Dad's shop in the garage is larger than the house, with two front windows like large rectangular eyes staring at the road, as if to watch for customers. The house also has two eyes, two large picture windows through which we could watch the world go by. And those on the outside can look into the rooms behind the windows, like children peering into a doll house. The living room and kitchen lie behind these windows. The house was built this way intentionally because Mother wanted to be able to see what was happening outside. The front door sits quietly between them like the nose on our faces: it seems to do nothing but is vital to our existence. The two bedroom dormers upstairs seem to peek over the roof of the porch like raised eyebrows, to indicate approval or disapproval as the house watches all who travel on Pickle Road.

The house and garage sit back from the road, a distance which allowed us to use the front lawn for a baseball diamond. Mom always preferred that we play at home. There were five maple trees my dad dug out of the woods, and he and Grandpa planted them three in a row along the yard and two in a second row right behind them. when one of the trees died in the back row, it left one lone maple tree looking rather out of place. But during our baseball games it was in the perfect place to serve as first base, and the tree directly across from it was third base. We had to improvise for second base with a rock, an old chair cushion from the shop, someone's shirt, or an extra mitt; we grabbed whatever was available at the time and only had a problem if the mitt was needed for play or the owner of the shirt wanted it back. Dad had not envisioned the baseball diamond in his plan for the yard, for if he had, I know he would have planted a tree for second base.
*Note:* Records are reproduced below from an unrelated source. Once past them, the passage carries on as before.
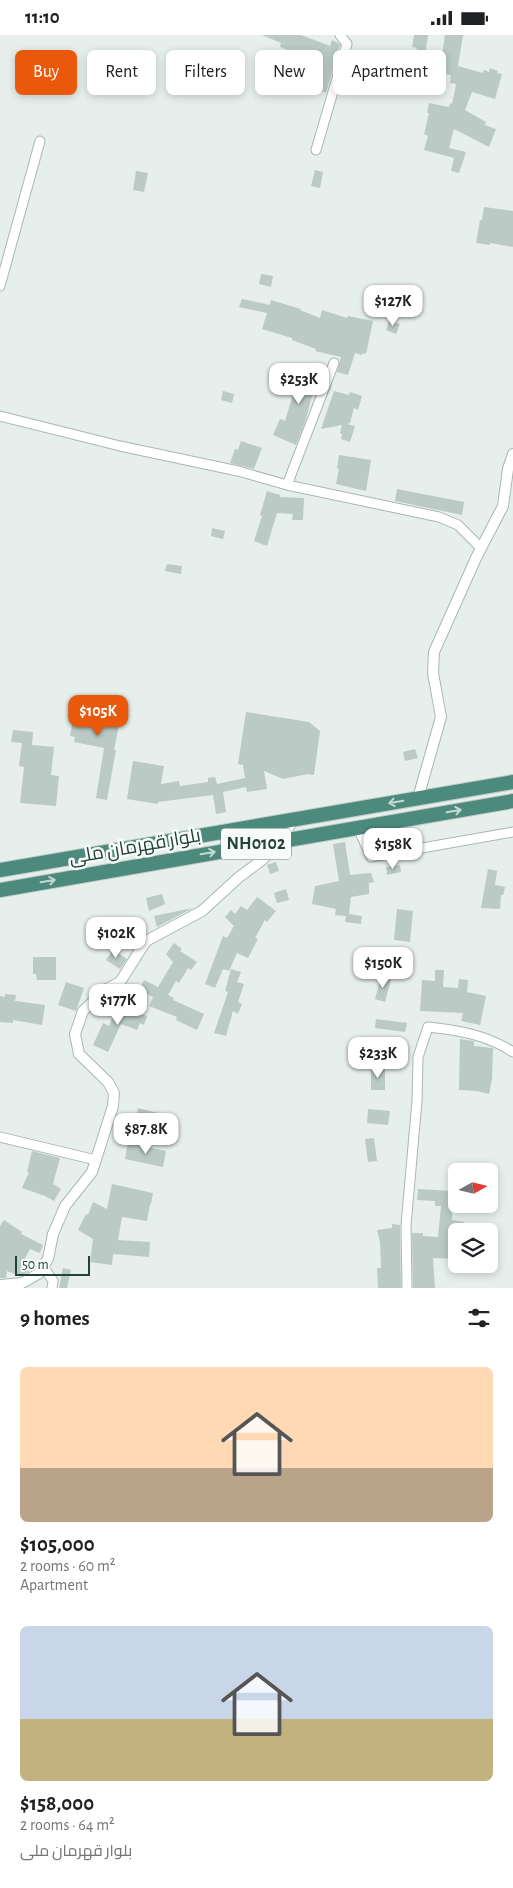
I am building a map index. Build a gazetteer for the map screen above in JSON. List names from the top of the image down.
{
  "streets": {
    "highway": ["NH0102", "بلوار قهرمان ملی"]
  },
  "scale_bar": "50 m",
  "north": "right",
  "page": {
    "status": "11:10",
    "chip": [
      "Buy",
      "Rent",
      "Filters",
      "New",
      "Apartment"
    ],
    "price": [
      "$127K",
      "$253K",
      "$105K",
      "$158K",
      "$102K",
      "$150K",
      "$177K",
      "$233K",
      "$87.8K"
    ],
    "scale": "50 m",
    "heading": "9 homes",
    "list": [
      {
        "name": "$105,000",
        "note": "2 rooms · 60 m² · Apartment"
      },
      {
        "name": "$158,000",
        "note": "2 rooms · 64 m² · بلوار قهرمان ملی"
      }
    ]
  }
}
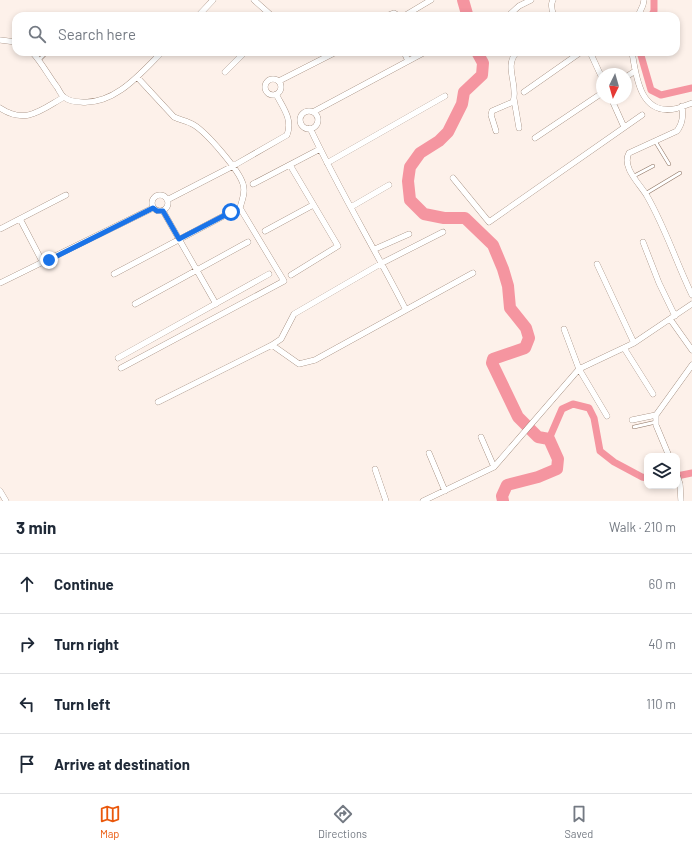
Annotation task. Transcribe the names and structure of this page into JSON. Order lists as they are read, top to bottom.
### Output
{
  "north": "bottom",
  "page": {
    "search": "Search here",
    "heading": ["3 min", "Walk · 210 m"],
    "list": [
      ["Continue", "60 m"],
      ["Turn right", "40 m"],
      ["Turn left", "110 m"],
      "Arrive at destination"
    ],
    "nav": ["Map", "Directions", "Saved"]
  }
}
I visited the old home this past summer, the first summer visit in five years, and the house seemed smaller than I remembered. We usually visit at Christmas when it's cold and the snow covers the ground and house with a white blanket and there are no leaves on the trees. But this visit there was no snow to hide the changes.

The trees are larger now, and the house seems small. The house used to stand out and the trees were merely ornaments on the lawn, but now the house seems to be slipping into the greenery. Where the house once stood on flat ground, it is now hidden in a jungle of maple trees and weeping willows. The flat spot of dirt that we knew as Home Plate has disappeared and has been replaced by thick green grass that perfectly matches the rest of the yard and is slowly creeping into the gravel and dirt driveway, crowding it out of its due space. The trees on either side of the house used not to make such a thick wall. Where they used to give only the impression of a fence, they now form a barrier heavy enough to make one forget that there are houses on the other side.
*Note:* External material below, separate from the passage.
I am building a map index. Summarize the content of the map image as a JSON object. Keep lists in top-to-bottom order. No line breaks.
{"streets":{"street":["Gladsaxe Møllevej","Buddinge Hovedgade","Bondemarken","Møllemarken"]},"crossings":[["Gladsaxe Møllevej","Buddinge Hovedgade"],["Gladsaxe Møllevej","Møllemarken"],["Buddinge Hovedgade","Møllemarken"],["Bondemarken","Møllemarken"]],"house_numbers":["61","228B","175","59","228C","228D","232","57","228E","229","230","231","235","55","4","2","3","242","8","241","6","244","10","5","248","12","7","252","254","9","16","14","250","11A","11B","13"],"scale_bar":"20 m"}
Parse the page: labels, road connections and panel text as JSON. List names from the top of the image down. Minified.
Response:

A row of pine trees on the right of the house overlooks a bank and separates Dad's home from that of the neighbors on the hill. Mr. and Mrs. Scott have lived there many years now, but it is still the Weavers' place to us. On the left edge of the property, a white cross-rail fence separates the grounds from a piece of land Dad sold unwillingly when he needed money to pay my sister's hospital expenses. Weeping willow trees flank the fence from the road to the top of the drive and around to the back of the house.

The drive forms a horseshoe around the house, fitting neatly between the two sets of trees. The weeping willows form the left top of the horseshoe down to the road while the maple trees line up across the front yard; then on the right the row of pine trees stand. The trees seem to form a wall around the house, making it look as though it is sinking into a great hole, or maybe that it's the ripe red tomato in a large salad.

The house seems now, thirty years later, to be sinking out of sight, engulfed in plant life, just barely able to peek out through the trees. I fear I will come home one summer day and the place where the house once stood will have disappeared into the trees and there will be no voices to lead the way. I will go "home again," but there will be nothing there.